• YOUR GOAL: The expected response is the full set of records, unchanged.

[[ WORKING DATA, beginning ]]

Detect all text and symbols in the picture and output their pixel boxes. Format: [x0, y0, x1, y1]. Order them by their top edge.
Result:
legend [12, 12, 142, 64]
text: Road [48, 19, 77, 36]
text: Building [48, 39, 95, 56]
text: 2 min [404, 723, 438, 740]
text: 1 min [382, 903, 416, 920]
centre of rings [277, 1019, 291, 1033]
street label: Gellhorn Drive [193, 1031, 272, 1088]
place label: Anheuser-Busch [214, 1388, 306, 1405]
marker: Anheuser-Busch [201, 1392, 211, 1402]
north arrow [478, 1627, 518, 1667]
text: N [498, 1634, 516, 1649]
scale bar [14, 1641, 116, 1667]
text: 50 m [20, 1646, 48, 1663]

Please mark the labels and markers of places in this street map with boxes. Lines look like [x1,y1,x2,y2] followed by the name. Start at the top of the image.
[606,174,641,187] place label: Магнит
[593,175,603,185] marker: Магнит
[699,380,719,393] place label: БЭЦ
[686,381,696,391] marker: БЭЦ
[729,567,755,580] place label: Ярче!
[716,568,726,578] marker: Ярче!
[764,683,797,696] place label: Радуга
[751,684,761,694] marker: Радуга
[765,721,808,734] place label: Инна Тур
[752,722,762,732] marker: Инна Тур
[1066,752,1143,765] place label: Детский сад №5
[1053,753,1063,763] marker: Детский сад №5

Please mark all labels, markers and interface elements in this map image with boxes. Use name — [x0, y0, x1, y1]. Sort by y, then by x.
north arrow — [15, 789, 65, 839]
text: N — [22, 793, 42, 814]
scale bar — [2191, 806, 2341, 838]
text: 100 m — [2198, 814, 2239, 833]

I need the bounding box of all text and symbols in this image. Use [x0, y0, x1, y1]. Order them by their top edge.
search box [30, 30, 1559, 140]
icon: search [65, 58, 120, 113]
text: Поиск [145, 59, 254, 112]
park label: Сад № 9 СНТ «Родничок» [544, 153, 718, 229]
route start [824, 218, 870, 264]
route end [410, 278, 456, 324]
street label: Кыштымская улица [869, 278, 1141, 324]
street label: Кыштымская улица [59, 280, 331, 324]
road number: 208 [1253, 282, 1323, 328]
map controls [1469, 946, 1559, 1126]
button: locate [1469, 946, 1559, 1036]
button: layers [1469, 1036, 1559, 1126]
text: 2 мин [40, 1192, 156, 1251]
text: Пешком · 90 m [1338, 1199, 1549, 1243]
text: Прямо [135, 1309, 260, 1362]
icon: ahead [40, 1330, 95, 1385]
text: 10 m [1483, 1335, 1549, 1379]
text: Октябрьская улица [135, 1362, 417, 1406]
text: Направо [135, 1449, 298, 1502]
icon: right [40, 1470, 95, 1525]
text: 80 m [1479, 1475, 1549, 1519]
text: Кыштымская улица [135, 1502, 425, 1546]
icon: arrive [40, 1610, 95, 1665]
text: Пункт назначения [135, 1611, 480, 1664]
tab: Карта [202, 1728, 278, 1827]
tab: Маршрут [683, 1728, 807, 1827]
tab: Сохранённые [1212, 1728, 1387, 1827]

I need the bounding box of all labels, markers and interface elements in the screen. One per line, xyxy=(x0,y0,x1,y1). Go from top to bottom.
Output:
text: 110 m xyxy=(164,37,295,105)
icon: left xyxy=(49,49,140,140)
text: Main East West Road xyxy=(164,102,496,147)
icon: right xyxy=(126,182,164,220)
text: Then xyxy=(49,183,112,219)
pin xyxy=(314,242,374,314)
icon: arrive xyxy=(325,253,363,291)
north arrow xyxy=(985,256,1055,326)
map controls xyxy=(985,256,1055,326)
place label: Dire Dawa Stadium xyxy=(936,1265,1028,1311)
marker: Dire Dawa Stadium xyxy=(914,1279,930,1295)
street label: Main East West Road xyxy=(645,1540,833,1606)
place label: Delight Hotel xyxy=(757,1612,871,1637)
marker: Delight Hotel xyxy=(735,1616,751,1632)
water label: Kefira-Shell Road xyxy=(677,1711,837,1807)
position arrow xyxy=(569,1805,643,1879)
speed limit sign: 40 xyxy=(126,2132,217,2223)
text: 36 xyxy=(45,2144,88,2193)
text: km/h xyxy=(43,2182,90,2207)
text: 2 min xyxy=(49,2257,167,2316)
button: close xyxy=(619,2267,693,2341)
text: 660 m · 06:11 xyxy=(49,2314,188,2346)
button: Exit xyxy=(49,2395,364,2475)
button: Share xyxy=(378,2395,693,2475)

[[ WORKING DATA, end ]]

• SOLUTION TO THIS EXERCISE:
Detect all text and symbols in the picture and output their pixel boxes. Format: [x0, y0, x1, y1]. Order them by their top edge.
Result:
legend [12, 12, 142, 64]
text: Road [48, 19, 77, 36]
text: Building [48, 39, 95, 56]
text: 2 min [404, 723, 438, 740]
text: 1 min [382, 903, 416, 920]
centre of rings [277, 1019, 291, 1033]
street label: Gellhorn Drive [193, 1031, 272, 1088]
place label: Anheuser-Busch [214, 1388, 306, 1405]
marker: Anheuser-Busch [201, 1392, 211, 1402]
north arrow [478, 1627, 518, 1667]
text: N [498, 1634, 516, 1649]
scale bar [14, 1641, 116, 1667]
text: 50 m [20, 1646, 48, 1663]

Please mark the labels and markers of places in this street map with boxes. Lines look like [x1,y1,x2,y2] followed by the name. Start at the top of the image.
[606,174,641,187] place label: Магнит
[593,175,603,185] marker: Магнит
[699,380,719,393] place label: БЭЦ
[686,381,696,391] marker: БЭЦ
[729,567,755,580] place label: Ярче!
[716,568,726,578] marker: Ярче!
[764,683,797,696] place label: Радуга
[751,684,761,694] marker: Радуга
[765,721,808,734] place label: Инна Тур
[752,722,762,732] marker: Инна Тур
[1066,752,1143,765] place label: Детский сад №5
[1053,753,1063,763] marker: Детский сад №5

Please mark all labels, markers and interface elements in this map image with boxes. Use name — [x0, y0, x1, y1]. Sort by y, then by x.
north arrow — [15, 789, 65, 839]
text: N — [22, 793, 42, 814]
scale bar — [2191, 806, 2341, 838]
text: 100 m — [2198, 814, 2239, 833]

I need the bounding box of all text and symbols in this image. Use [x0, y0, x1, y1]. Order them by their top edge.
search box [30, 30, 1559, 140]
icon: search [65, 58, 120, 113]
text: Поиск [145, 59, 254, 112]
park label: Сад № 9 СНТ «Родничок» [544, 153, 718, 229]
route start [824, 218, 870, 264]
route end [410, 278, 456, 324]
street label: Кыштымская улица [869, 278, 1141, 324]
street label: Кыштымская улица [59, 280, 331, 324]
road number: 208 [1253, 282, 1323, 328]
map controls [1469, 946, 1559, 1126]
button: locate [1469, 946, 1559, 1036]
button: layers [1469, 1036, 1559, 1126]
text: 2 мин [40, 1192, 156, 1251]
text: Пешком · 90 m [1338, 1199, 1549, 1243]
text: Прямо [135, 1309, 260, 1362]
icon: ahead [40, 1330, 95, 1385]
text: 10 m [1483, 1335, 1549, 1379]
text: Октябрьская улица [135, 1362, 417, 1406]
text: Направо [135, 1449, 298, 1502]
icon: right [40, 1470, 95, 1525]
text: 80 m [1479, 1475, 1549, 1519]
text: Кыштымская улица [135, 1502, 425, 1546]
icon: arrive [40, 1610, 95, 1665]
text: Пункт назначения [135, 1611, 480, 1664]
tab: Карта [202, 1728, 278, 1827]
tab: Маршрут [683, 1728, 807, 1827]
tab: Сохранённые [1212, 1728, 1387, 1827]

I need the bounding box of all labels, markers and interface elements in the screen. One per line, xyxy=(x0,y0,x1,y1). Go from top to bottom.
Output:
text: 110 m xyxy=(164,37,295,105)
icon: left xyxy=(49,49,140,140)
text: Main East West Road xyxy=(164,102,496,147)
icon: right xyxy=(126,182,164,220)
text: Then xyxy=(49,183,112,219)
pin xyxy=(314,242,374,314)
icon: arrive xyxy=(325,253,363,291)
north arrow xyxy=(985,256,1055,326)
map controls xyxy=(985,256,1055,326)
place label: Dire Dawa Stadium xyxy=(936,1265,1028,1311)
marker: Dire Dawa Stadium xyxy=(914,1279,930,1295)
street label: Main East West Road xyxy=(645,1540,833,1606)
place label: Delight Hotel xyxy=(757,1612,871,1637)
marker: Delight Hotel xyxy=(735,1616,751,1632)
water label: Kefira-Shell Road xyxy=(677,1711,837,1807)
position arrow xyxy=(569,1805,643,1879)
speed limit sign: 40 xyxy=(126,2132,217,2223)
text: 36 xyxy=(45,2144,88,2193)
text: km/h xyxy=(43,2182,90,2207)
text: 2 min xyxy=(49,2257,167,2316)
button: close xyxy=(619,2267,693,2341)
text: 660 m · 06:11 xyxy=(49,2314,188,2346)
button: Exit xyxy=(49,2395,364,2475)
button: Share xyxy=(378,2395,693,2475)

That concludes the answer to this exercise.